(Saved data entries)
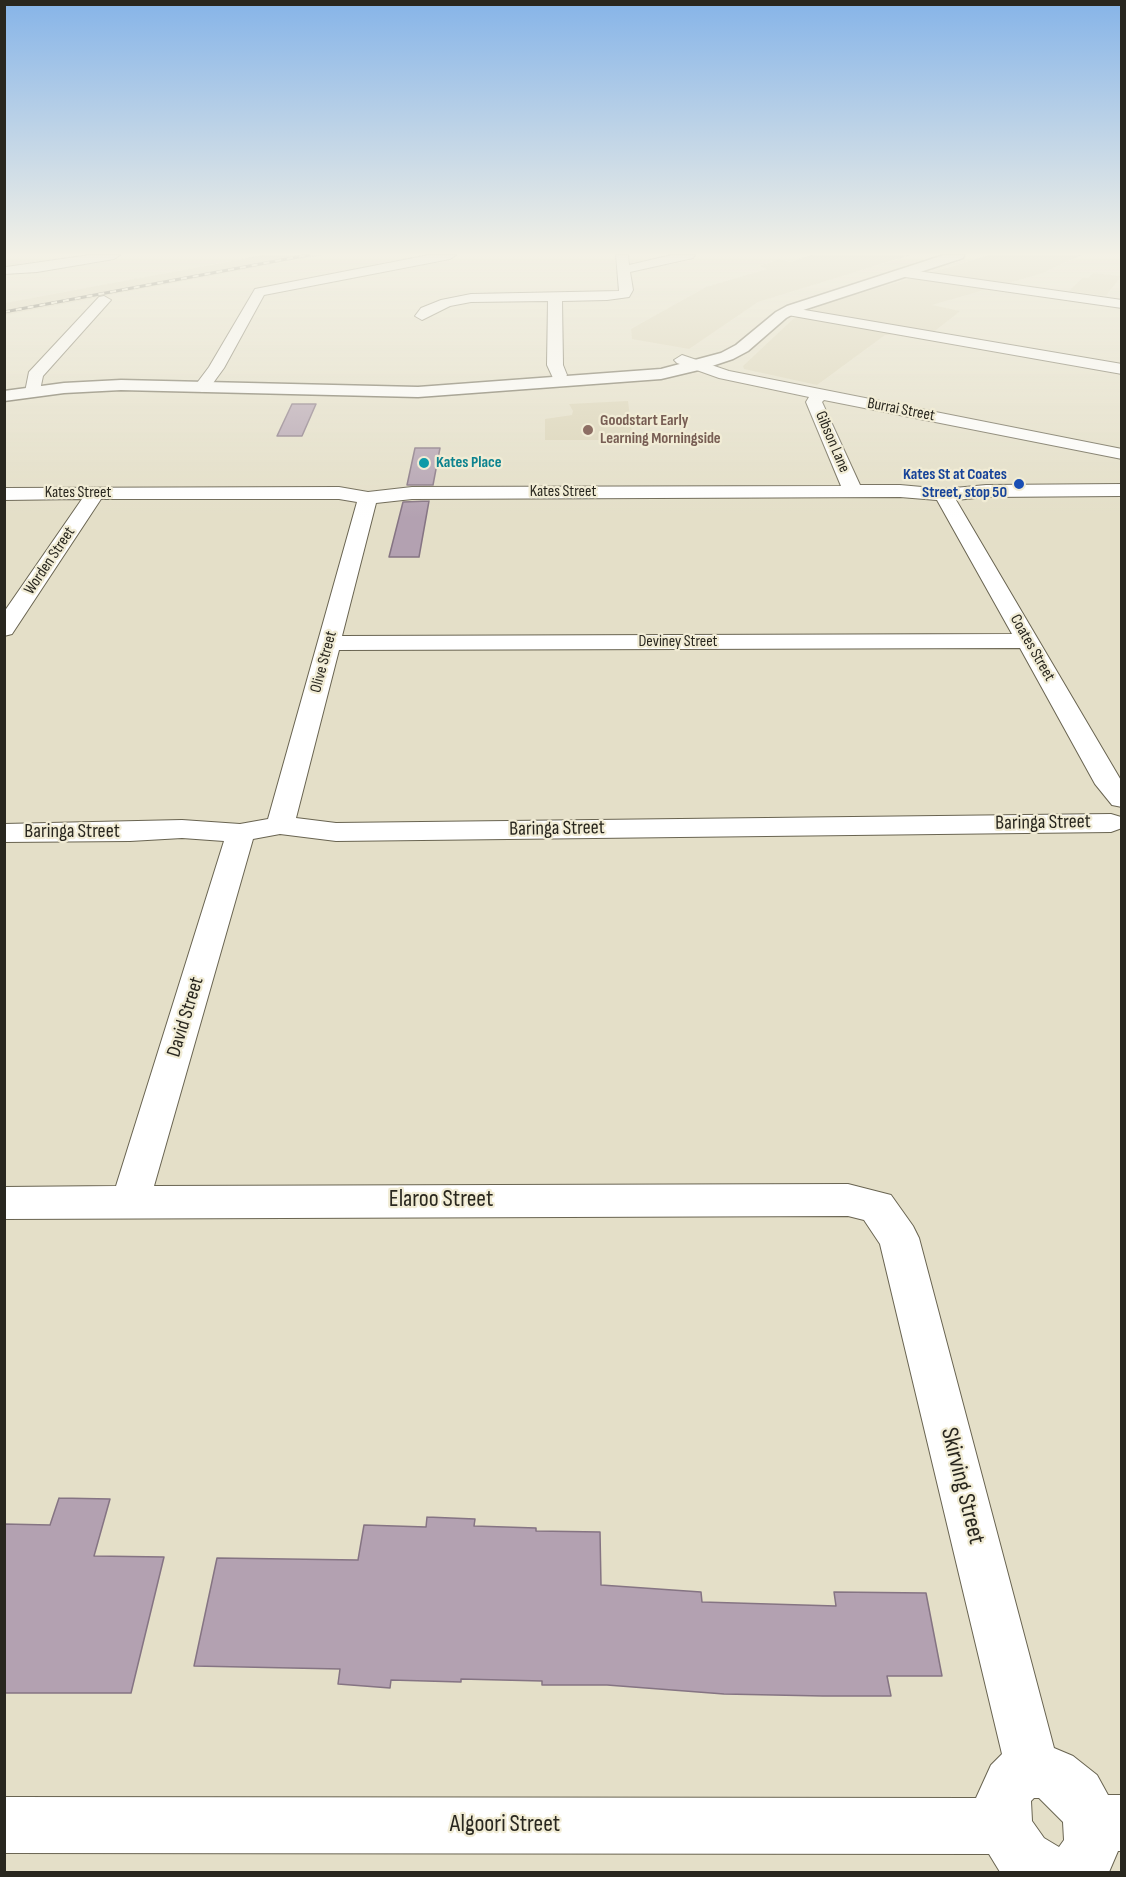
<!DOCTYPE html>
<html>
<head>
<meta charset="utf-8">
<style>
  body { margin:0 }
  #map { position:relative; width:1126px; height:1877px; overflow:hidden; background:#e4dfc8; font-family:"Sofia Sans Condensed",sans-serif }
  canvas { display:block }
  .frame { position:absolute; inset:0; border:6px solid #29271f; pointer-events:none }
</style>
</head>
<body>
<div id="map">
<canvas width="1126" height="1877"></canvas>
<div class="frame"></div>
</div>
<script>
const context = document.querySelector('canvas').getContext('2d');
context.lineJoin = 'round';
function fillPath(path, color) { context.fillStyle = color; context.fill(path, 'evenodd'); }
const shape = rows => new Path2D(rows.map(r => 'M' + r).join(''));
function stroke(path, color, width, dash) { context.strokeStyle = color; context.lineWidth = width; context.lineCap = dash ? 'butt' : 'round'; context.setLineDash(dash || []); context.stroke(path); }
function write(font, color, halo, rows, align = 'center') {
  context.font = font + ' "Sofia Sans Condensed",sans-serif'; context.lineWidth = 4.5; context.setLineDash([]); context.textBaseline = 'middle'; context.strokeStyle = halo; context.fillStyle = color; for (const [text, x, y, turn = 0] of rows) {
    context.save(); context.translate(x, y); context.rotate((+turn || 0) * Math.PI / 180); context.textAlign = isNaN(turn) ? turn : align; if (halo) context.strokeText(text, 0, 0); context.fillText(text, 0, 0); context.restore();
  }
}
fillPath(shape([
  [264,255,321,255,5,315,5,303],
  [812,255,910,255,758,302,689,349,632,339,631,329,706,287,767,269,758,266,781,259,790,262],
  [990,255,1081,255,1043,273,932,305,960,311,935,331,885,335,817,385,744,369,743,366,793,319,820,305],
  [1093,273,1121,276,1106,296,1069,291,1082,278,1088,278],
  [628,401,633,440,545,440,545,419,572,415,573,411,569,404]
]), '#dad3b6');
const building = shape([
  [292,404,316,404,302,436,277,436,292,404],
  [415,448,440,448,433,485,407,485,415,448],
  [429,501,419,557,389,557,403,502,429,501],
  [59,1498,110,1499,94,1556,164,1557,131,1693,4,1693,4,1524,50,1525,59,1498],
  [427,1517,475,1519,474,1526,536,1528,536,1531,600,1532,601,1585,701,1592,702,1602,836,1606,834,1592,926,1593,942,1676,887,1676,891,1696,823,1696,724,1694,607,1685,542,1685,542,1681,461,1679,461,1682,391,1680,390,1688,338,1684,340,1669,194,1666,217,1558,358,1560,364,1525,426,1527,427,1517]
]);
fillPath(building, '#b3a1b1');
stroke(building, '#857483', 1.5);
const minor = shape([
  [90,255,120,255,114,259,37,272,4,274,6,267,90,255],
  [429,255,456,255,450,259,264,295,224,368,208,390,202,392,194,387,209,367,255,289,429,255],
  [616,255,628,255,629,265,672,255,695,255,693,258,630,272,633,290,629,297,607,300,562,301,563,365,567,375,565,378,553,378,547,365,548,301,471,302,450,306,422,320,415,316,421,308,441,300,471,294,619,291,616,255],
  [903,269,1122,300,1122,308,898,276,897,273,903,269],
  [104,296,111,300,43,376,39,395,27,395,25,392,29,372,99,297,104,296],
  [787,307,1122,364,1122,374,782,314,780,311,787,307],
  [682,355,729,371,1122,449,1122,459,824,400,822,402,860,485,900,485,944,489,986,485,1122,484,1122,496,986,497,956,500,1122,782,1122,807,1112,805,1095,784,1020,648,339,650,296,818,336,823,1111,814,1121,817,1122,828,1111,832,336,841,280,834,253,839,154,1186,848,1184,891,1195,913,1226,919,1238,1054,1748,1073,1756,1097,1775,1108,1795,1122,1795,1122,1851,1118,1851,1109,1872,1000,1872,989,1854,4,1853,4,1797,976,1798,991,1765,1002,1754,880,1244,864,1220,848,1216,4,1219,4,1187,116,1186,224,841,182,838,130,841,4,842,4,824,182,820,240,824,268,819,357,502,339,499,101,499,12,634,4,636,4,612,82,499,4,500,4,488,339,487,368,492,412,487,841,486,806,402,809,397,719,378,677,363,674,360,682,355],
  [900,497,937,500,1012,634,342,636,376,503,412,499,900,497],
  [1034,1798,1039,1798,1063,1822,1064,1840,1059,1847,1044,1838,1032,1821,1031,1801,1034,1798]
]);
const major = shape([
  [944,255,964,255,963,258,797,312,786,318,748,351,733,359,703,369,661,379,418,397,121,390,64,393,4,401,4,391,64,383,121,380,418,387,661,369,721,353,736,345,776,312,787,306,944,255]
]);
stroke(minor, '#696451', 2);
stroke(major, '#696451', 3);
fillPath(minor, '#fff');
fillPath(major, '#fff');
const rail = shape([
  [4,312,308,255]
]);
stroke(rail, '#4d4b40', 3);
stroke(rail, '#f1ecd5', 2, [6]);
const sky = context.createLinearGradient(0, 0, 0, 518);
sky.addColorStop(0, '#86b4e8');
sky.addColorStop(0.49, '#f3f1e6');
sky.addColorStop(1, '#f3f1e600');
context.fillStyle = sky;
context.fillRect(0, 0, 1126, 518);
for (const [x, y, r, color] of [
  [588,430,6,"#8d6e63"],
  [424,463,6,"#0f9aa8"],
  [1019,484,6,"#1a4fb4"]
]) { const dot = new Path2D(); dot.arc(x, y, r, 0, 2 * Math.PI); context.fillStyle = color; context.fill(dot); stroke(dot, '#f1ecd5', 2); }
write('16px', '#29271f', '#f1ecd5', [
  ["Burrai Street",901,410,11],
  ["Gibson Lane",832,442,67],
  ["Kates Street",563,492],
  ["Kates Street",78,493],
  ["Worden Street",50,561,-56],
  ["Deviney Street",678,642],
  ["Coates Street",1032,648,60],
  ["Olive Street",324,662,-75]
]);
write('bold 16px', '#785e54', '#f1ecd5', [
  ["Goodstart Early",600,421],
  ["Learning Morningside",600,439]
], 'left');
write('bold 16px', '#0d838f', '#f1ecd5', [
  ["Kates Place",436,463]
], 'left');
write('bold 16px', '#164399', '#f1ecd5', [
  ["Kates St at Coates",1007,475],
  ["Street, stop 50",1007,493]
], 'right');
write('20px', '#29271f', '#f1ecd5', [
  ["Baringa Street",1043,823,-1],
  ["Baringa Street",557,829,-1],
  ["Baringa Street",72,832],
  ["David Street",186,1017,-73]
]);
write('24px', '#29271f', '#f1ecd5', [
  ["Elaroo Street",441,1200],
  ["Skirving Street",962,1486,76],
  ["Algoori Street",505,1825]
]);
</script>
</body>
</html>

Task ::
Lines in the records that hold the word "function" are to be counted; give only the total.

Response to the task ::
3